▶ **THE PROBLEM**
Whether an entry is long or short, retype it exactly.

*** EXERCISE DATA ***

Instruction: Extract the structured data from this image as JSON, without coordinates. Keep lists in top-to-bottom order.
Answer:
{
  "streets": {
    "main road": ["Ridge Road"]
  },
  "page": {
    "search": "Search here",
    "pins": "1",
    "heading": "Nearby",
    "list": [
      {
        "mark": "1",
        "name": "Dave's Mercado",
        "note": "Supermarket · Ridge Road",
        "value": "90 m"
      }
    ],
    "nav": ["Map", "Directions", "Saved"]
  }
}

*** End of EXERCISE DATA ***

▶ **OUTPUT OF THE EXERCISE**
Instruction: Extract the structured data from this image as JSON, without coordinates. Keep lists in top-to-bottom order.
Answer:
{
  "streets": {
    "main road": ["Ridge Road"]
  },
  "page": {
    "search": "Search here",
    "pins": "1",
    "heading": "Nearby",
    "list": [
      {
        "mark": "1",
        "name": "Dave's Mercado",
        "note": "Supermarket · Ridge Road",
        "value": "90 m"
      }
    ],
    "nav": ["Map", "Directions", "Saved"]
  }
}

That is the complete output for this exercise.